Dataset items
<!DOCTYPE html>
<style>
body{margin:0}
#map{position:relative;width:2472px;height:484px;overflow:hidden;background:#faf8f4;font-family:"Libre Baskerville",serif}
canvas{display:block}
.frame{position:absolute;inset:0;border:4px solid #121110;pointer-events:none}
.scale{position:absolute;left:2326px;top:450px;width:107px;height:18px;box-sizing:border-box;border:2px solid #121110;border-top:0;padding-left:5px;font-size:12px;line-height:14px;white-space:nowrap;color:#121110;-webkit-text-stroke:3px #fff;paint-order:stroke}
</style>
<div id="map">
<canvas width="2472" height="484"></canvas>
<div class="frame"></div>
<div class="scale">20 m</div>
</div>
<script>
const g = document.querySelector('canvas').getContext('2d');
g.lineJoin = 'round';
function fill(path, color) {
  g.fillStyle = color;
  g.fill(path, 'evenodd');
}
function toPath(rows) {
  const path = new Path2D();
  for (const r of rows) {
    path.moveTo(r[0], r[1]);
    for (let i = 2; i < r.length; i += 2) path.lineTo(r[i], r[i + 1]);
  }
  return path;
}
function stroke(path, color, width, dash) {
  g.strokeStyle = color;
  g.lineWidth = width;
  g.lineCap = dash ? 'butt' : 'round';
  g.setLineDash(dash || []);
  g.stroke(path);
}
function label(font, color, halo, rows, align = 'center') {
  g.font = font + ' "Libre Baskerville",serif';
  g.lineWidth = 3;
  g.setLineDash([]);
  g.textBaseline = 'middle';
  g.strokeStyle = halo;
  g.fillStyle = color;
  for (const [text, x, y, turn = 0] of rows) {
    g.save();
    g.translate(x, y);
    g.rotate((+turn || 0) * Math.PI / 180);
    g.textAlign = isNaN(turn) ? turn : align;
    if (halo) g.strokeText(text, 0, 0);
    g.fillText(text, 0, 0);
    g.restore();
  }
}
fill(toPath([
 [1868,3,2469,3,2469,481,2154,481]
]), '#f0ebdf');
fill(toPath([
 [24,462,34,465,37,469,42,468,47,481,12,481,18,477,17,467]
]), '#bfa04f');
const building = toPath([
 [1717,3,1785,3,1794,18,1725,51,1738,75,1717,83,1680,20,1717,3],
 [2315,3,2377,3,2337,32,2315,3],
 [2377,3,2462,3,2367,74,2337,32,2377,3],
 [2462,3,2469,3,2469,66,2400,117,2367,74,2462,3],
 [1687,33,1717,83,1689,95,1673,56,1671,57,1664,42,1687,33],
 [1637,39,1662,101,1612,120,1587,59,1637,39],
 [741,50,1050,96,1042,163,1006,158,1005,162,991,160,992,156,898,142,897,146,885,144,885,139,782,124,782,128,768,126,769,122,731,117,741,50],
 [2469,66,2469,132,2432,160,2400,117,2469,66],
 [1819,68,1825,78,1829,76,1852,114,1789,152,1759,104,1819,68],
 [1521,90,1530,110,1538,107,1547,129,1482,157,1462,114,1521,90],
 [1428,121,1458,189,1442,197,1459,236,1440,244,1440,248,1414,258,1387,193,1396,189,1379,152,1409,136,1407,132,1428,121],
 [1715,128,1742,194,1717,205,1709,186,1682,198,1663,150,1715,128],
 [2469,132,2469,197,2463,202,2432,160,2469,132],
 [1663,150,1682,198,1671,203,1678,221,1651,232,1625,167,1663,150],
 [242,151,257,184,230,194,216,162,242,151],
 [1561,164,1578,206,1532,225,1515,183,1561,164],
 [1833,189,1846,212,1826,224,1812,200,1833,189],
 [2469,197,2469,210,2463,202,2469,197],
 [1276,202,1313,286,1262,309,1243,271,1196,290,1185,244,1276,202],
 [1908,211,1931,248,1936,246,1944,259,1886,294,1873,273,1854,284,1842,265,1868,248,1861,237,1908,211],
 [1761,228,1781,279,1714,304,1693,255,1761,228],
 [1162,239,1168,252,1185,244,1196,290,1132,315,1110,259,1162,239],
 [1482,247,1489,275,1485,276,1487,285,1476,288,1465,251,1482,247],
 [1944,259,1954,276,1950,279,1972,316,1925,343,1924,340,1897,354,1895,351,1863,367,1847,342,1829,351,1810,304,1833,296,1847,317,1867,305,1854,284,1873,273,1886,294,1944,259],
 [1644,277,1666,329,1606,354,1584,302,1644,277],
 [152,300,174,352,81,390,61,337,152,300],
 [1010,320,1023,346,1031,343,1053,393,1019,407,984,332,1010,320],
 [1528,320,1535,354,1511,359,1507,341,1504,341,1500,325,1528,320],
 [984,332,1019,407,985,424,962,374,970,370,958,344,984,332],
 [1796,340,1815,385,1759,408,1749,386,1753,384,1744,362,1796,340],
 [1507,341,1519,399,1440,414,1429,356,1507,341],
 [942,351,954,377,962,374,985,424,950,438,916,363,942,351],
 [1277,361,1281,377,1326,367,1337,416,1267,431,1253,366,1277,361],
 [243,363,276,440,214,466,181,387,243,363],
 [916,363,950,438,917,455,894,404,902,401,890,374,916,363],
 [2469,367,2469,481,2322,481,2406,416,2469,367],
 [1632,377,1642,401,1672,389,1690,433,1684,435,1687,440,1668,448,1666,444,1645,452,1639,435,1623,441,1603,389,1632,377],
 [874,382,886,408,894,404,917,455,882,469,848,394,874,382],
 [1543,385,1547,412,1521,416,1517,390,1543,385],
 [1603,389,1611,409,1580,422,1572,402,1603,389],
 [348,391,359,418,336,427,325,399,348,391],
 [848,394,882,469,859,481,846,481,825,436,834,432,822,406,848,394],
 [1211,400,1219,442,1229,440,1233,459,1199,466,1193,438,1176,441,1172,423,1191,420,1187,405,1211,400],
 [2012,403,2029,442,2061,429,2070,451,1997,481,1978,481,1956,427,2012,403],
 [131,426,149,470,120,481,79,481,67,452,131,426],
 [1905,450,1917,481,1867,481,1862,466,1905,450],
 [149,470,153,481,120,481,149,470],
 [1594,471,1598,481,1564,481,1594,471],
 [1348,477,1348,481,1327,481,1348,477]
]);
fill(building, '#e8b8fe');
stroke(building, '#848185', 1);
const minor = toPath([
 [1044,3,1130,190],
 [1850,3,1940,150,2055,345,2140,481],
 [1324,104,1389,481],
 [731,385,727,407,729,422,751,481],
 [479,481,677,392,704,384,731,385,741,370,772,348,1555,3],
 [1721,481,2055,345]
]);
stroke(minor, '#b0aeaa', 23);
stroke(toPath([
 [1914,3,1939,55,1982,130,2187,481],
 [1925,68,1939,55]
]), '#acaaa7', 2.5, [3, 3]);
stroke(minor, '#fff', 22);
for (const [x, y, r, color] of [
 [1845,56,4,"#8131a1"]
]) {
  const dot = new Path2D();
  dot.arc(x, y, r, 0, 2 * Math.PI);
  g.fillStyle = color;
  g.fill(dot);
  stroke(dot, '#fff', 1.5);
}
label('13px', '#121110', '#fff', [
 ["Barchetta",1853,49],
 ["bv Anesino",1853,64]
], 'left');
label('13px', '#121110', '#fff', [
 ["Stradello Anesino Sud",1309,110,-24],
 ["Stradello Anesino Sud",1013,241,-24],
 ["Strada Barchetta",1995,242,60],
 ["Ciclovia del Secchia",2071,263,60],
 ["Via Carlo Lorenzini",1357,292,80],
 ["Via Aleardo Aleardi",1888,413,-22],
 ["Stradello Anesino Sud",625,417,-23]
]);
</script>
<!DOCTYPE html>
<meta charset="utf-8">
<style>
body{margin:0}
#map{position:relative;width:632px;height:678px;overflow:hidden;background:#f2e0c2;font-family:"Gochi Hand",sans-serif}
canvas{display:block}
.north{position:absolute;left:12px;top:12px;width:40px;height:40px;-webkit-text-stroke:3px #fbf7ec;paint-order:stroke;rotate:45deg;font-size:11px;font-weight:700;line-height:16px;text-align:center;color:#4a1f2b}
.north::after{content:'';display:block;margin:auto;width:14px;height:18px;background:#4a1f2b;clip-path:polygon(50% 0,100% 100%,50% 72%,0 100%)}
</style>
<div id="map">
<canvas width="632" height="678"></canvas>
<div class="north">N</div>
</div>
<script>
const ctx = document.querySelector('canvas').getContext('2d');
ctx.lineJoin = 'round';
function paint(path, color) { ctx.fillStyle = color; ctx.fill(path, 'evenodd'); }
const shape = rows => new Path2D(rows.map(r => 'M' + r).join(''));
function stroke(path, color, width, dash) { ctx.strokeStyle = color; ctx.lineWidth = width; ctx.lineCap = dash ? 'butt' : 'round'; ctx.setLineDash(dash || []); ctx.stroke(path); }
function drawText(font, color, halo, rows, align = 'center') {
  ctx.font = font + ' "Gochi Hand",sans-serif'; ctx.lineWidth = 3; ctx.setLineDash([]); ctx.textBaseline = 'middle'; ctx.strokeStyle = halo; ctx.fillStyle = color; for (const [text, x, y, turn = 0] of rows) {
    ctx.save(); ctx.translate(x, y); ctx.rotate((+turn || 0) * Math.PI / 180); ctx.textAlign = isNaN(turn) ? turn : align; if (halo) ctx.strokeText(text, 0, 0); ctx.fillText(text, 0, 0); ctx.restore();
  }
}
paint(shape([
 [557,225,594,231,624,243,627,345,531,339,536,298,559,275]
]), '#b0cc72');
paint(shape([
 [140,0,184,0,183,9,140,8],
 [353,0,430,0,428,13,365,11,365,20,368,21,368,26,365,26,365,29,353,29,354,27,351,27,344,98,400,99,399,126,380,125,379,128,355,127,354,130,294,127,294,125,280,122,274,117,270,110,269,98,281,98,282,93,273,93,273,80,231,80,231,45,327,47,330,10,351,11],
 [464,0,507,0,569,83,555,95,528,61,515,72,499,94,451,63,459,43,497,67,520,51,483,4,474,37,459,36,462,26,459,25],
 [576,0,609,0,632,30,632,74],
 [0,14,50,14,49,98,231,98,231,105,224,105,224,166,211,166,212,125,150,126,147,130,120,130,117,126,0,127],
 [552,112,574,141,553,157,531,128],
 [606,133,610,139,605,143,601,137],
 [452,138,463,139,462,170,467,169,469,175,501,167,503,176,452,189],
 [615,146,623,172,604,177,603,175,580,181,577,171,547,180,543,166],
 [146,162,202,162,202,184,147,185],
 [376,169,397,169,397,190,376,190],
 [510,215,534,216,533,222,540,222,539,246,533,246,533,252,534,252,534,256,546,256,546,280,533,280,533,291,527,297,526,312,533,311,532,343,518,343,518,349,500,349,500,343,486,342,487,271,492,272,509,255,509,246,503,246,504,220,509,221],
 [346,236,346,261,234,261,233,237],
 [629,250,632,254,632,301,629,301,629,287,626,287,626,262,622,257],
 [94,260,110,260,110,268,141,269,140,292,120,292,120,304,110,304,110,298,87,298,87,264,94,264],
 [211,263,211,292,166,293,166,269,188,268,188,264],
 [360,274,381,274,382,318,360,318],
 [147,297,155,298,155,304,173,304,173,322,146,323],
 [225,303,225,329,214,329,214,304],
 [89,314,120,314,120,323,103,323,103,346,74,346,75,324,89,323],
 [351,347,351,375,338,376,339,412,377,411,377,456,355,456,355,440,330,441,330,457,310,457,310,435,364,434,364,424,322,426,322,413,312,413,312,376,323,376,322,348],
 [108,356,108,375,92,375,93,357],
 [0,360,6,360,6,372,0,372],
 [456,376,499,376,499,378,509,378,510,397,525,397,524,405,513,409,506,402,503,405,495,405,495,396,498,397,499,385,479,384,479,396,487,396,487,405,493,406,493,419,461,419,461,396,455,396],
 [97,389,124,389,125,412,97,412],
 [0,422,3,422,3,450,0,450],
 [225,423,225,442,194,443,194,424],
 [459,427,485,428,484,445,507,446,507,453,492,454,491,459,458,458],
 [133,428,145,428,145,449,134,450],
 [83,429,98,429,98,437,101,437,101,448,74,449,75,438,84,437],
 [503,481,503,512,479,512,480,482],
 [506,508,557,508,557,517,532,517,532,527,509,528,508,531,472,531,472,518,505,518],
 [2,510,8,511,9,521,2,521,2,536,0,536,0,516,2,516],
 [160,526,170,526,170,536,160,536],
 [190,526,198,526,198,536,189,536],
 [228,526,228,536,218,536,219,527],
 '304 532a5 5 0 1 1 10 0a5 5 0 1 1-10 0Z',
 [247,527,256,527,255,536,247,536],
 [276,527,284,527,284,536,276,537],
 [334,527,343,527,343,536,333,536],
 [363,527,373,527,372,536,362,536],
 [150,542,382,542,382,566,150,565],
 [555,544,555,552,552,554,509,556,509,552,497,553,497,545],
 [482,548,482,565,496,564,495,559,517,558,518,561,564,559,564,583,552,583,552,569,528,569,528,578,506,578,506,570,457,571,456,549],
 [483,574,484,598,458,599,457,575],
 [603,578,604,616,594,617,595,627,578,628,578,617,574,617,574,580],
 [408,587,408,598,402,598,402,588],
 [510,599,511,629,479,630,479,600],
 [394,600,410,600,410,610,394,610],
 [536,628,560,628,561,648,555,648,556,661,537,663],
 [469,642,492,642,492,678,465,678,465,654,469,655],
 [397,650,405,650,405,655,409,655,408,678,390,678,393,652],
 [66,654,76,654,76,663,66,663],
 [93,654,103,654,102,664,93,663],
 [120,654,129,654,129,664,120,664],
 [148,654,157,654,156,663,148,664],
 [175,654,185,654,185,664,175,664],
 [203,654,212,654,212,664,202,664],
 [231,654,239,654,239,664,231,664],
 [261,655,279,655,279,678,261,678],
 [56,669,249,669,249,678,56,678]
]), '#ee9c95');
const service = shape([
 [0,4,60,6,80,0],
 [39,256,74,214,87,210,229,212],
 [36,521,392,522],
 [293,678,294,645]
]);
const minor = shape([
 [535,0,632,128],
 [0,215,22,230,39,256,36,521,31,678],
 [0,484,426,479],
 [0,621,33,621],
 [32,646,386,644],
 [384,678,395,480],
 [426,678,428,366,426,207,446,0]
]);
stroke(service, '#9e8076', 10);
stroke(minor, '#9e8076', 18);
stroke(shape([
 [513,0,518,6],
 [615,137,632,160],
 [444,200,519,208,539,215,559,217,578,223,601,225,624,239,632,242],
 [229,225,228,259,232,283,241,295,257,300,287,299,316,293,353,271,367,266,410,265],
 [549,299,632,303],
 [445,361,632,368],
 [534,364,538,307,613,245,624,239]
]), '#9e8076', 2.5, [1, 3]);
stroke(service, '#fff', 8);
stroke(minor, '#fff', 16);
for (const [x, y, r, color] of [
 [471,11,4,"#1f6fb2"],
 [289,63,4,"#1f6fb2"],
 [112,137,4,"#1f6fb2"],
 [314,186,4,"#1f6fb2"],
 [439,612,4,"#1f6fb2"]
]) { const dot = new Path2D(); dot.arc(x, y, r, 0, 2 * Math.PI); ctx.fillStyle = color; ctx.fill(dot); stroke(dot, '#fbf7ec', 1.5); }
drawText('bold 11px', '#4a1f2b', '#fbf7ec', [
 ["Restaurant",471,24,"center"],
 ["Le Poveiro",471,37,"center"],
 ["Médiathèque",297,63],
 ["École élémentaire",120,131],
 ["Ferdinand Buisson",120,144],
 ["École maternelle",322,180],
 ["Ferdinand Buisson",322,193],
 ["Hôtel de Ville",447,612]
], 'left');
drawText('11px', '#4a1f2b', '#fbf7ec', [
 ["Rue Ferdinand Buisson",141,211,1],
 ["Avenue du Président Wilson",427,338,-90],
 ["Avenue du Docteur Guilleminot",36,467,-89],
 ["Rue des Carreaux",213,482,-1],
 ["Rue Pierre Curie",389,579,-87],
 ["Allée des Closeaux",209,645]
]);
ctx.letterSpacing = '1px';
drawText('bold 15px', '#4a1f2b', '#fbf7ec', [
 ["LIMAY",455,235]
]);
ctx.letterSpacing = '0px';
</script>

TASK DIRECTIONS: Please return every line from the first one in the records above down to the line containing "[24,462,34,465,37,469,42,468,47,481,12,481,18,477,17,467]", including both, exactly as written and nothing more.

FINAL ANSWER:
<!DOCTYPE html>
<style>
body{margin:0}
#map{position:relative;width:2472px;height:484px;overflow:hidden;background:#faf8f4;font-family:"Libre Baskerville",serif}
canvas{display:block}
.frame{position:absolute;inset:0;border:4px solid #121110;pointer-events:none}
.scale{position:absolute;left:2326px;top:450px;width:107px;height:18px;box-sizing:border-box;border:2px solid #121110;border-top:0;padding-left:5px;font-size:12px;line-height:14px;white-space:nowrap;color:#121110;-webkit-text-stroke:3px #fff;paint-order:stroke}
</style>
<div id="map">
<canvas width="2472" height="484"></canvas>
<div class="frame"></div>
<div class="scale">20 m</div>
</div>
<script>
const g = document.querySelector('canvas').getContext('2d');
g.lineJoin = 'round';
function fill(path, color) {
  g.fillStyle = color;
  g.fill(path, 'evenodd');
}
function toPath(rows) {
  const path = new Path2D();
  for (const r of rows) {
    path.moveTo(r[0], r[1]);
    for (let i = 2; i < r.length; i += 2) path.lineTo(r[i], r[i + 1]);
  }
  return path;
}
function stroke(path, color, width, dash) {
  g.strokeStyle = color;
  g.lineWidth = width;
  g.lineCap = dash ? 'butt' : 'round';
  g.setLineDash(dash || []);
  g.stroke(path);
}
function label(font, color, halo, rows, align = 'center') {
  g.font = font + ' "Libre Baskerville",serif';
  g.lineWidth = 3;
  g.setLineDash([]);
  g.textBaseline = 'middle';
  g.strokeStyle = halo;
  g.fillStyle = color;
  for (const [text, x, y, turn = 0] of rows) {
    g.save();
    g.translate(x, y);
    g.rotate((+turn || 0) * Math.PI / 180);
    g.textAlign = isNaN(turn) ? turn : align;
    if (halo) g.strokeText(text, 0, 0);
    g.fillText(text, 0, 0);
    g.restore();
  }
}
fill(toPath([
 [1868,3,2469,3,2469,481,2154,481]
]), '#f0ebdf');
fill(toPath([
 [24,462,34,465,37,469,42,468,47,481,12,481,18,477,17,467]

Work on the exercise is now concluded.